─── Provided material ───
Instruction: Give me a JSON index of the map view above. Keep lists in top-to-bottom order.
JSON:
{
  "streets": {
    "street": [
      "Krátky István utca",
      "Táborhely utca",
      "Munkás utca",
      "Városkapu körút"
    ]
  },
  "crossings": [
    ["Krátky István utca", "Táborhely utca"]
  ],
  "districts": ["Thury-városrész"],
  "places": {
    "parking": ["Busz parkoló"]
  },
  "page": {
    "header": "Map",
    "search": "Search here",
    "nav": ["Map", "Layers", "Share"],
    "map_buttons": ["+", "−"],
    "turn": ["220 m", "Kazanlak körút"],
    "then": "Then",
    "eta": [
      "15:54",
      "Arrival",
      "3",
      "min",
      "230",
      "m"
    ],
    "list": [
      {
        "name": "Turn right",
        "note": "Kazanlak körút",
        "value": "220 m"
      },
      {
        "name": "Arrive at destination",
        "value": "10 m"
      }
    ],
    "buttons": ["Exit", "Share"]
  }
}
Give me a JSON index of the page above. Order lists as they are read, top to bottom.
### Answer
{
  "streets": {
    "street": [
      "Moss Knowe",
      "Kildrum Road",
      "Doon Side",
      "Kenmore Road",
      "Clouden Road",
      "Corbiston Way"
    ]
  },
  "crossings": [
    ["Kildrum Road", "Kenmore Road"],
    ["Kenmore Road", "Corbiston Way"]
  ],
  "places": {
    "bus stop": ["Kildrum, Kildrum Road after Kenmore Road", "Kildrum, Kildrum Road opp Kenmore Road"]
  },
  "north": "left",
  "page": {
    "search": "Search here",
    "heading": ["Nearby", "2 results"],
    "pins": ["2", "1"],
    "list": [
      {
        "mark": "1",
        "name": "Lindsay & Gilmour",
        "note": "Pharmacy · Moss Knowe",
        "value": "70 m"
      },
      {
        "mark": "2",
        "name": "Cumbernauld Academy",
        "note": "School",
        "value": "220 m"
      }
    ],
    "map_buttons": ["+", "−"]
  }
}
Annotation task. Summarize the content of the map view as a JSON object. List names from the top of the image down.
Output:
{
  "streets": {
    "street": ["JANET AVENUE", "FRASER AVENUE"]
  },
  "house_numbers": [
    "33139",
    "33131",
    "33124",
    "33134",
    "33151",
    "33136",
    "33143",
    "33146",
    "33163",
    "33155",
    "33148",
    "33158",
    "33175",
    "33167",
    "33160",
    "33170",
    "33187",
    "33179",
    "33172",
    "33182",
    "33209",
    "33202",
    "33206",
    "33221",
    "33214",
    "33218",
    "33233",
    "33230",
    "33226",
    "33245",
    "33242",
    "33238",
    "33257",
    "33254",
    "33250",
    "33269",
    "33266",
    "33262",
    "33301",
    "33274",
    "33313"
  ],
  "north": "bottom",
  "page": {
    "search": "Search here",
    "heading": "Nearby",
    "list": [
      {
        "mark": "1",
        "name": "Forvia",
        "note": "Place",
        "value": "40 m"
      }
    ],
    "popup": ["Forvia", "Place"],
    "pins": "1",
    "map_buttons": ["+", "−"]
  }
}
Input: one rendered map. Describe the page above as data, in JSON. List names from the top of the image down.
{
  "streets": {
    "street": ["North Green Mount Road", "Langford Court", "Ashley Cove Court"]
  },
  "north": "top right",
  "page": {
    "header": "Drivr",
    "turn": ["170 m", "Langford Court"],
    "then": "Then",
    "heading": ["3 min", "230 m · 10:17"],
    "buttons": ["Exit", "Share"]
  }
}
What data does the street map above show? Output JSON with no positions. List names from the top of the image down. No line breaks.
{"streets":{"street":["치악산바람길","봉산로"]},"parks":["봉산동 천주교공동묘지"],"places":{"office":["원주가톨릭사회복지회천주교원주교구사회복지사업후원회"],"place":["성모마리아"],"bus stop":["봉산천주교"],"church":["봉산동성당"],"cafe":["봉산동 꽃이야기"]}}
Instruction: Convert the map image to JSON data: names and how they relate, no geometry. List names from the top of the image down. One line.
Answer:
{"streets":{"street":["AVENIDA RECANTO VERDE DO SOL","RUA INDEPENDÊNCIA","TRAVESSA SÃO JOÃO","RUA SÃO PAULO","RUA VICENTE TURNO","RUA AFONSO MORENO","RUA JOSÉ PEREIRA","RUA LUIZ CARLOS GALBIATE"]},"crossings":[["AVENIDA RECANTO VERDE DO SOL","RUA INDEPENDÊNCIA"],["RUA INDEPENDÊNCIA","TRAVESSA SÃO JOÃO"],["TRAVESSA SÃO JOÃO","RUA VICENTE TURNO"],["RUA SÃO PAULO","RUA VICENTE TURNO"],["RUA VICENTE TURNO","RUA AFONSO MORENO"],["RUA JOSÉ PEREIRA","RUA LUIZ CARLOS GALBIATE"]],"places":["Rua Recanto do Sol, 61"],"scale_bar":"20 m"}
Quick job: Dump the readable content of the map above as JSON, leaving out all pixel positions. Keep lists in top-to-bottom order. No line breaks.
───
Nothing in the records may be left out; reproduce them exactly.

**Solution to this problem**
Instruction: Give me a JSON index of the map view above. Keep lists in top-to-bottom order.
JSON:
{
  "streets": {
    "street": [
      "Krátky István utca",
      "Táborhely utca",
      "Munkás utca",
      "Városkapu körút"
    ]
  },
  "crossings": [
    ["Krátky István utca", "Táborhely utca"]
  ],
  "districts": ["Thury-városrész"],
  "places": {
    "parking": ["Busz parkoló"]
  },
  "page": {
    "header": "Map",
    "search": "Search here",
    "nav": ["Map", "Layers", "Share"],
    "map_buttons": ["+", "−"],
    "turn": ["220 m", "Kazanlak körút"],
    "then": "Then",
    "eta": [
      "15:54",
      "Arrival",
      "3",
      "min",
      "230",
      "m"
    ],
    "list": [
      {
        "name": "Turn right",
        "note": "Kazanlak körút",
        "value": "220 m"
      },
      {
        "name": "Arrive at destination",
        "value": "10 m"
      }
    ],
    "buttons": ["Exit", "Share"]
  }
}
Give me a JSON index of the page above. Order lists as they are read, top to bottom.
### Answer
{
  "streets": {
    "street": [
      "Moss Knowe",
      "Kildrum Road",
      "Doon Side",
      "Kenmore Road",
      "Clouden Road",
      "Corbiston Way"
    ]
  },
  "crossings": [
    ["Kildrum Road", "Kenmore Road"],
    ["Kenmore Road", "Corbiston Way"]
  ],
  "places": {
    "bus stop": ["Kildrum, Kildrum Road after Kenmore Road", "Kildrum, Kildrum Road opp Kenmore Road"]
  },
  "north": "left",
  "page": {
    "search": "Search here",
    "heading": ["Nearby", "2 results"],
    "pins": ["2", "1"],
    "list": [
      {
        "mark": "1",
        "name": "Lindsay & Gilmour",
        "note": "Pharmacy · Moss Knowe",
        "value": "70 m"
      },
      {
        "mark": "2",
        "name": "Cumbernauld Academy",
        "note": "School",
        "value": "220 m"
      }
    ],
    "map_buttons": ["+", "−"]
  }
}
Annotation task. Summarize the content of the map view as a JSON object. List names from the top of the image down.
Output:
{
  "streets": {
    "street": ["JANET AVENUE", "FRASER AVENUE"]
  },
  "house_numbers": [
    "33139",
    "33131",
    "33124",
    "33134",
    "33151",
    "33136",
    "33143",
    "33146",
    "33163",
    "33155",
    "33148",
    "33158",
    "33175",
    "33167",
    "33160",
    "33170",
    "33187",
    "33179",
    "33172",
    "33182",
    "33209",
    "33202",
    "33206",
    "33221",
    "33214",
    "33218",
    "33233",
    "33230",
    "33226",
    "33245",
    "33242",
    "33238",
    "33257",
    "33254",
    "33250",
    "33269",
    "33266",
    "33262",
    "33301",
    "33274",
    "33313"
  ],
  "north": "bottom",
  "page": {
    "search": "Search here",
    "heading": "Nearby",
    "list": [
      {
        "mark": "1",
        "name": "Forvia",
        "note": "Place",
        "value": "40 m"
      }
    ],
    "popup": ["Forvia", "Place"],
    "pins": "1",
    "map_buttons": ["+", "−"]
  }
}
Input: one rendered map. Describe the page above as data, in JSON. List names from the top of the image down.
{
  "streets": {
    "street": ["North Green Mount Road", "Langford Court", "Ashley Cove Court"]
  },
  "north": "top right",
  "page": {
    "header": "Drivr",
    "turn": ["170 m", "Langford Court"],
    "then": "Then",
    "heading": ["3 min", "230 m · 10:17"],
    "buttons": ["Exit", "Share"]
  }
}
What data does the street map above show? Output JSON with no positions. List names from the top of the image down. No line breaks.
{"streets":{"street":["치악산바람길","봉산로"]},"parks":["봉산동 천주교공동묘지"],"places":{"office":["원주가톨릭사회복지회천주교원주교구사회복지사업후원회"],"place":["성모마리아"],"bus stop":["봉산천주교"],"church":["봉산동성당"],"cafe":["봉산동 꽃이야기"]}}
Instruction: Convert the map image to JSON data: names and how they relate, no geometry. List names from the top of the image down. One line.
Answer:
{"streets":{"street":["AVENIDA RECANTO VERDE DO SOL","RUA INDEPENDÊNCIA","TRAVESSA SÃO JOÃO","RUA SÃO PAULO","RUA VICENTE TURNO","RUA AFONSO MORENO","RUA JOSÉ PEREIRA","RUA LUIZ CARLOS GALBIATE"]},"crossings":[["AVENIDA RECANTO VERDE DO SOL","RUA INDEPENDÊNCIA"],["RUA INDEPENDÊNCIA","TRAVESSA SÃO JOÃO"],["TRAVESSA SÃO JOÃO","RUA VICENTE TURNO"],["RUA SÃO PAULO","RUA VICENTE TURNO"],["RUA VICENTE TURNO","RUA AFONSO MORENO"],["RUA JOSÉ PEREIRA","RUA LUIZ CARLOS GALBIATE"]],"places":["Rua Recanto do Sol, 61"],"scale_bar":"20 m"}
Quick job: Dump the readable content of the map above as JSON, leaving out all pixel positions. Keep lists in top-to-bottom order. No line breaks.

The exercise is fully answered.